La humanidad cada día se vuelca más a lo material, se ha perdido el equilibrio. Mucha gente hoy ya no conecta con su parte espiritual, porque conectar con tu espíritu es encontrarte a ti mismo y casi nadie quiere encontrarse consigo mismo, casi nadie quiere enfrentarse a su Ser, su esencia. Prefieren buscar en los cielos, en una hostia, en una imagen. Es más fácil lidiar con una ilusión que lidiar con la verdad.

Encontrarte frente a ti y tu Ser es difícil, complicado, complejo, implicaría dejar de lado todo lo que crees que eres, las caras que te has dibujado, las ilusiones que has creado para tí, sería sacrificar ese personaje que te has construido a lo largo de tu vida y al cual, muy probablemente, ya le tienes un entrañable cariño y un apego a toda prueba.
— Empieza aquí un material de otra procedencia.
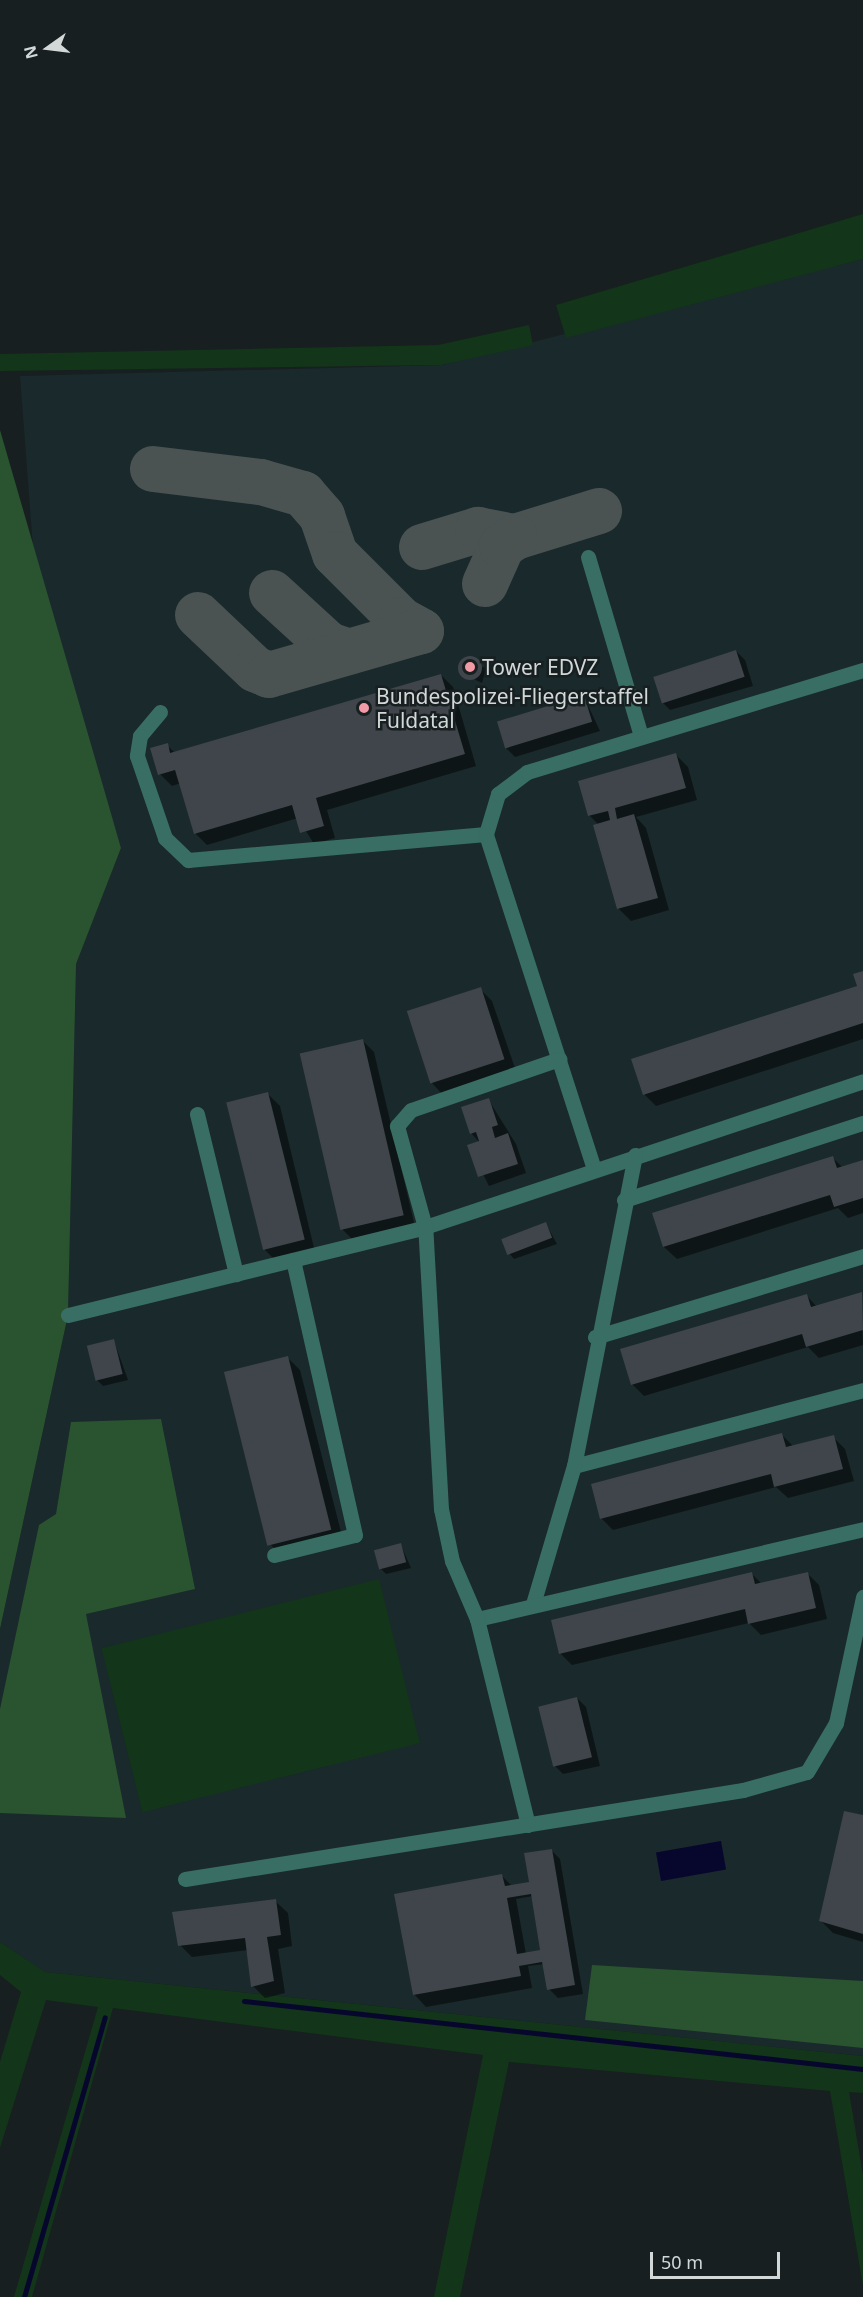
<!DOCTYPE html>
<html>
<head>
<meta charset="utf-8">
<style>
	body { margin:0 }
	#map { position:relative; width:863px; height:2297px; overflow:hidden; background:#171f20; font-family:"Noto Sans",sans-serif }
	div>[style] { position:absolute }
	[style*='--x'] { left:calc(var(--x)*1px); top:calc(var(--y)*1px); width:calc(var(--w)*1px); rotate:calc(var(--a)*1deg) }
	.built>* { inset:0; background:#19292c }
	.green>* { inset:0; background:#133519; transform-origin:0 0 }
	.forest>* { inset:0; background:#2a5330 }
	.water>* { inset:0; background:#07072e; transform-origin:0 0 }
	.shadow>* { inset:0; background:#0007 }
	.stream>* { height:5px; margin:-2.5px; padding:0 2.5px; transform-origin:2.5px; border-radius:2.5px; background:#07072e }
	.taxiway>* { height:46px; margin:-23px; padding:0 23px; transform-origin:23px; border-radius:23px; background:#4a5252 }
	.building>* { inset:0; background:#3f454a; transform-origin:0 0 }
	.round { border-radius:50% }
	.minor>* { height:15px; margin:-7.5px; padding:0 7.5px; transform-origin:7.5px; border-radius:7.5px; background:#386e63 }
	.dots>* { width:16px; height:16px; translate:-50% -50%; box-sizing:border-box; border:3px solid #171f20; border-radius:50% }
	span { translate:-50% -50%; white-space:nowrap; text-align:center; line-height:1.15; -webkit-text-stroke:5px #171f20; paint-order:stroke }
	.poi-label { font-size:21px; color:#d2d7d8 }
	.left { translate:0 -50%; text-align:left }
	.north { position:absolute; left:18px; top:18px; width:60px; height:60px; -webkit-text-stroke:4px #171f20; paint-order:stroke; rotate:256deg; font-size:16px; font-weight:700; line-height:24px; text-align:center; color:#d2d7d8 }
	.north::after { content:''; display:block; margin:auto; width:21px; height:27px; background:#d2d7d8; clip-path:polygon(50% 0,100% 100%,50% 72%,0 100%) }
	.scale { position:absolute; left:650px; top:2252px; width:130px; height:27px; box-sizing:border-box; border:3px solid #d2d7d8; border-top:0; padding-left:8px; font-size:18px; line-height:21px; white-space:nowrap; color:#d2d7d8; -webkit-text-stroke:4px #171f20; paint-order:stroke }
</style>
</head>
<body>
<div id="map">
	<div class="built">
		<div style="clip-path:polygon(863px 259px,863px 2056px,44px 1972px,0 1942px,0 1629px,68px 1315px,74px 968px,121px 848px,34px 561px,20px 376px,441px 365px)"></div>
	</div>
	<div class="green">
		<div style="clip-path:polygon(863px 214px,863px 259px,566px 338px,556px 305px)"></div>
		<div style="clip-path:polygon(529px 325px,533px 345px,441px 365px,0 371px,0 354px,438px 345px)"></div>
		<div style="left:379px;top:1579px;width:169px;height:286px;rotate:76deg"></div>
		<div style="clip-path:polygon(0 1942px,45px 1972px,863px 2056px,863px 2093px,849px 2092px,863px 2175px,863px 2286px,830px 2091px,509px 2062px,460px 2297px,434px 2297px,483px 2055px,113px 2008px,32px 2297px,14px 2297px,98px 2007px,46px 2000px,0 2148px,0 2062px,21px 1992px,0 1975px)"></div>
	</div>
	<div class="forest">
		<div style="clip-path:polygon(0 430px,121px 848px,76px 964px,68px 1315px,0 1629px)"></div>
		<div style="clip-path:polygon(161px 1419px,195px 1589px,86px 1614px,126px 1818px,0 1813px,0 1709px,39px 1525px,56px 1514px,71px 1422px)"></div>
		<div style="clip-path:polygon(592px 1965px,863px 1981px,863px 2048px,585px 2020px)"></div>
	</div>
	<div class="water">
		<div style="left:721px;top:1841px;width:29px;height:66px;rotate:80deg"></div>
	</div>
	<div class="shadow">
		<div style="clip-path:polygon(736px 651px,745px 660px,753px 686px,670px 710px,661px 701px)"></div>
		<div style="clip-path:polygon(464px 660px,486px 668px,482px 683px,461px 673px)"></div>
		<div style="clip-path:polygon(441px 675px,453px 687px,476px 766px,327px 810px,335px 838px,314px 844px,298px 818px,207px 845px,195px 833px,181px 783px,172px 786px,160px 774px,167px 745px,175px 753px)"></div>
		<div style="clip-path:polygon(584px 697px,600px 731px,515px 757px,506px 748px,499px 723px)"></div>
		<div style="clip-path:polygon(676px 755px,688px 767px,697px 800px,636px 817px,646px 828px,669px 910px,631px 921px,619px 909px,599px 825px,590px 816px,580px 782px)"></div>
		<div style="clip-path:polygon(863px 973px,863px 1039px,656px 1106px,644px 1094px,859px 986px)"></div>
		<div style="clip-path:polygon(480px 989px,492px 1001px,516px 1071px,444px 1096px,432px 1083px)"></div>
		<div style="clip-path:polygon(362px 1040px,374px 1052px,415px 1227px,355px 1242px,343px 1230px)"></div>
		<div style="clip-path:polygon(268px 1094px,280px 1106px,315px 1252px,277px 1262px,265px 1250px)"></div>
		<div style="clip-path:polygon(488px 1099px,516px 1144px,526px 1173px,489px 1186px,469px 1146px,480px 1143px,471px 1133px)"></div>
		<div style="clip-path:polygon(833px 1158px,843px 1168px,863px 1162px,863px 1213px,848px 1218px,838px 1208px,677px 1259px,664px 1247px,654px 1214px)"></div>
		<div style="clip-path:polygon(546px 1224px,557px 1244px,514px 1259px,509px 1253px)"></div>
		<div style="clip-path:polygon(861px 1294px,863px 1345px,819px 1358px,808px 1347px,644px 1396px,632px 1384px,807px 1296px,817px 1307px)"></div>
		<div style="clip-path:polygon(114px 1341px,128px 1380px,103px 1386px,97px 1380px)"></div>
		<div style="clip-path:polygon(288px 1358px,300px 1370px,343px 1540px,282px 1556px,270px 1544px)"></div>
		<div style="clip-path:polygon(782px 1435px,794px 1447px,833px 1437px,845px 1449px,854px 1481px,788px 1498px,776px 1487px,613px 1530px,601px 1518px)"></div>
		<div style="clip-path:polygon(401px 1545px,411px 1568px,386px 1574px,380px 1568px)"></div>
		<div style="clip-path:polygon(807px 1573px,819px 1585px,827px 1619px,761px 1635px,749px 1623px,572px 1665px,560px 1653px,752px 1574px,762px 1584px)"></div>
		<div style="clip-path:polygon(577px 1698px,586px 1707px,600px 1766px,563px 1774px,554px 1765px)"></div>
		<div style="clip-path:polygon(863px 1816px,863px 1942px,833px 1933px,821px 1921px)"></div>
		<div style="clip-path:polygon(evenodd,551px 1850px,560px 1859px,583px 1994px,558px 1998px,549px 1989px,544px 1964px,528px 1966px,532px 1988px,426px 2007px,414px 1994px,502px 1876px,512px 1886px,528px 1883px,551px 1850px,533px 1896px,543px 1954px,526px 1954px,516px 1899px,533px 1896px)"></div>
		<div style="clip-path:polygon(275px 1901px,288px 1913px,292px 1946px,278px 1949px,285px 1993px,265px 1998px,253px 1986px,248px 1950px,192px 1957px,180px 1945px)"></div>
	</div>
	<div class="stream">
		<div style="--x:244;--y:2001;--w:623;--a:6.27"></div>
		<div style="--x:24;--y:2297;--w:291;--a:-73.9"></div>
	</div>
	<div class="taxiway">
		<div style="--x:153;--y:469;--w:109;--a:6.9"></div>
		<div style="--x:261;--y:482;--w:44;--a:15.9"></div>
		<div style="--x:303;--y:494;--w:29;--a:49"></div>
		<div style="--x:322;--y:516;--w:40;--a:71.1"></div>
		<div style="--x:335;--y:554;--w:93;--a:45"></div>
		<div style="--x:401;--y:620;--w:23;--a:29"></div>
		<div style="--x:422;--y:547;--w:59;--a:-16.9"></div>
		<div style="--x:478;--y:530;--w:38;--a:11"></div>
		<div style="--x:515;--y:537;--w:88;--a:-17.2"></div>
		<div style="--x:485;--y:584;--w:42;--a:-65.9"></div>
		<div style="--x:502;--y:546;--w:16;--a:-35"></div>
		<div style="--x:272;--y:593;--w:77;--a:42.4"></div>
		<div style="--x:329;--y:645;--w:21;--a:19"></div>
		<div style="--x:198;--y:615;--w:79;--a:43.5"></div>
		<div style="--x:255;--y:669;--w:15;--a:23"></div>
		<div style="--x:269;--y:675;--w:158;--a:-16.1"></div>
	</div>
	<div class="building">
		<div style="left:736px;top:650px;width:28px;height:87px;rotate:72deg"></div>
		<div class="round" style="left:458px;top:656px;width:24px;height:24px"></div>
		<div style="clip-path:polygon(441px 674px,465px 754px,316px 798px,324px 826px,300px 833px,292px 805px,194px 834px,175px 770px,158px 775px,150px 748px,168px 743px,170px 753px)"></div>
		<div style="left:584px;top:695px;width:28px;height:91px;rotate:73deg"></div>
		<div style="clip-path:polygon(676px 753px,686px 788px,615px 808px,617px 819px,634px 814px,658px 898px,617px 909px,593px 825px,610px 820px,608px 811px,588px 816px,578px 781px)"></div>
		<div style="clip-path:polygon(863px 971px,863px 1023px,643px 1095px,631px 1059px,857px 986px,853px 974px)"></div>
		<div style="left:481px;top:987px;width:76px;height:78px;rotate:72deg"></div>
		<div style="left:363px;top:1039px;width:181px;height:65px;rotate:77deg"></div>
		<div style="left:268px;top:1092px;width:152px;height:43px;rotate:76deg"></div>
		<div style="clip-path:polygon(489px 1098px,498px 1125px,492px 1127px,495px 1138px,508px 1133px,518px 1164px,478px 1177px,467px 1145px,479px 1141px,476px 1132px,470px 1134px,461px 1107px)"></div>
		<div style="clip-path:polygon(833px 1156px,837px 1168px,863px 1160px,863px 1198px,834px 1207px,830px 1195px,663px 1247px,652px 1213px)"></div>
		<div style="left:546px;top:1222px;width:17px;height:48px;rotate:69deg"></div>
		<div style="clip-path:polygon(862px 1292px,863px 1330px,806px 1347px,802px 1334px,631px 1385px,620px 1349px,807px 1294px,811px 1307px)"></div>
		<div style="left:114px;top:1339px;width:36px;height:28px;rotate:76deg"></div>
		<div style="left:288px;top:1356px;width:179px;height:66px;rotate:76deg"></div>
		<div style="clip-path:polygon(782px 1433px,786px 1447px,834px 1435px,843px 1469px,774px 1487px,771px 1474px,600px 1519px,591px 1484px)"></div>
		<div style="left:401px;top:1543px;width:20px;height:28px;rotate:75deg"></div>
		<div style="clip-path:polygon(752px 1572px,755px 1584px,808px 1572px,816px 1608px,748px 1624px,745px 1609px,559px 1654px,551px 1620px)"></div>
		<div style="left:577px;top:1697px;width:62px;height:40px;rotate:76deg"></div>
		<div style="clip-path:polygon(844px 1811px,863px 1815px,863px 1934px,819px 1921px)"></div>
		<div style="clip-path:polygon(evenodd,552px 1849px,575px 1985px,547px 1990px,542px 1962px,519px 1966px,521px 1976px,413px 1995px,394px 1894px,502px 1874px,505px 1886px,529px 1882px,524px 1853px,552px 1849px,531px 1894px,540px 1950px,517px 1954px,507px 1898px,531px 1894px)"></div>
		<div style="clip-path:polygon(276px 1899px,281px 1935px,267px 1937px,274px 1981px,251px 1987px,245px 1938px,178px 1946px,172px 1912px)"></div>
	</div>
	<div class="minor">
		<div style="--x:588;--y:557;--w:187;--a:73.5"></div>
		<div style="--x:160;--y:712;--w:31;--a:130"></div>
		<div style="--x:140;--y:736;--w:20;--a:99"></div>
		<div style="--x:137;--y:756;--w:87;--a:71.1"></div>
		<div style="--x:165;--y:838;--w:32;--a:44"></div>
		<div style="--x:188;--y:860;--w:299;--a:-5"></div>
		<div style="--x:197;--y:1114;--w:165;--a:76.3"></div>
		<div style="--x:594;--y:1169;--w:352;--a:-107.9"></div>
		<div style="--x:486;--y:834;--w:42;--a:-73.3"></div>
		<div style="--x:498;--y:794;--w:36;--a:-37"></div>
		<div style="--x:527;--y:772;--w:351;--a:-16.9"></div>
		<div style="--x:624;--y:1200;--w:251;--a:-17.9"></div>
		<div style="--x:68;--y:1315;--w:368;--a:-13.8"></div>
		<div style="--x:425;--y:1227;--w:462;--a:-18.4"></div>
		<div style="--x:595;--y:1337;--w:280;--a:-16.8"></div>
		<div style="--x:574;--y:1466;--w:299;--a:-14.7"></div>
		<div style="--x:274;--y:1555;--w:83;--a:-13.9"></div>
		<div style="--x:355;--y:1535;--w:282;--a:-102.7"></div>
		<div style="--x:533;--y:1604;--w:144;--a:-73.5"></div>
		<div style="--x:574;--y:1466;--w:317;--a:-78.9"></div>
		<div style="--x:477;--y:1619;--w:396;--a:-13.1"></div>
		<div style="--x:528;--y:1825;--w:212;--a:-103.9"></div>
		<div style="--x:477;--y:1619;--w:63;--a:-113.3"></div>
		<div style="--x:452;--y:1561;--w:53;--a:-101.9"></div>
		<div style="--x:441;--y:1509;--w:282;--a:-93.2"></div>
		<div style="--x:425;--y:1227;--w:105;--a:-105.5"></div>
		<div style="--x:397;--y:1126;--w:21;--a:-49"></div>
		<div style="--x:411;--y:1110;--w:157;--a:-19"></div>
		<div style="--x:185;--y:1879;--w:565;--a:-9.06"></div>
		<div style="--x:743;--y:1790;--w:66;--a:-15.7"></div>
		<div style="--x:807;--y:1772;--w:57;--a:-59.4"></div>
		<div style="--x:836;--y:1723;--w:129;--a:-77.9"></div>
	</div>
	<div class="dots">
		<div style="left:470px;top:667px;background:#f39aa7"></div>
		<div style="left:364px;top:708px;background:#f39aa7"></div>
	</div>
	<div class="poi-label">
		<span class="left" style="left:482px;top:667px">Tower EDVZ</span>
		<span class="left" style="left:376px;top:708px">Bundespolizei-Fliegerstaffel<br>Fuldatal</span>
	</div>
	<div class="north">N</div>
	<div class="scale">50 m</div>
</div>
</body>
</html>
Quizá nadie está preparado para encontrarse consigo mismo. Porque al encontrarte a ti mismo, encontrarás a la Presencia Eterna, encontrarás esa energía que llaman Dios. Encontrarse de frente con uno mismo y aceptar ese Ser y su divinidad, te romperá el mil pedazos, aunque te dará la libertad y plenitud eterna. Será un morir naciendo a una nueva vida, llena de Espíritu, llena de armonía, llena de tu Ser. Será abrazar todo el poder del universo en ti mismo, aceptar tu divinidad, tu santidad y saberte uno con todo lo creado. Será encontrar la verdad en ti, solo entonces habrás llegado, al fin, a casa.

Por ello entre más buscas al creador del universo —Dios, Luz, Consciencia, Ser Supremo, Energía, Fuerza, cómo quieras llamarle – más te encuentras a ti mismo, esa es la más grande paradoja del universo. Eso es el alfa y el omega, el fin de la ilusión de la separación, el fin de la ilusión de la dualidad. El fin del dios de las religiones y el inicio de la consciencia plena: de ser el todo con el todo dentro del todo.

El grave peligro es que no busques tu Ser y tu esencia, que seas un perezoso y te conformes con el dios que te inventaron los dogmas, que aceptes como verdad algo que solo es verdad a medias. Que dejes de vivir tu vida para convertirte en un zombie más, al que le tienen que dar la comida masticada, porque no está lo suficientemente vivo para ir tras la verdad, que no es lo suficientemente valiente para encarar al mundo y abrazar su espiritualidad. Eso tiene al mundo en el lugar que lo tiene. Lo mejor será inculcar a las nuevas generaciones esa búsqueda del equilibrio entre lo material y lo espiritual, solo desde ahí, podremos avanzar a un estado de consciencia más alto y podrá la raza humana caminar hacia la armonía, la confianza y la paz eterna.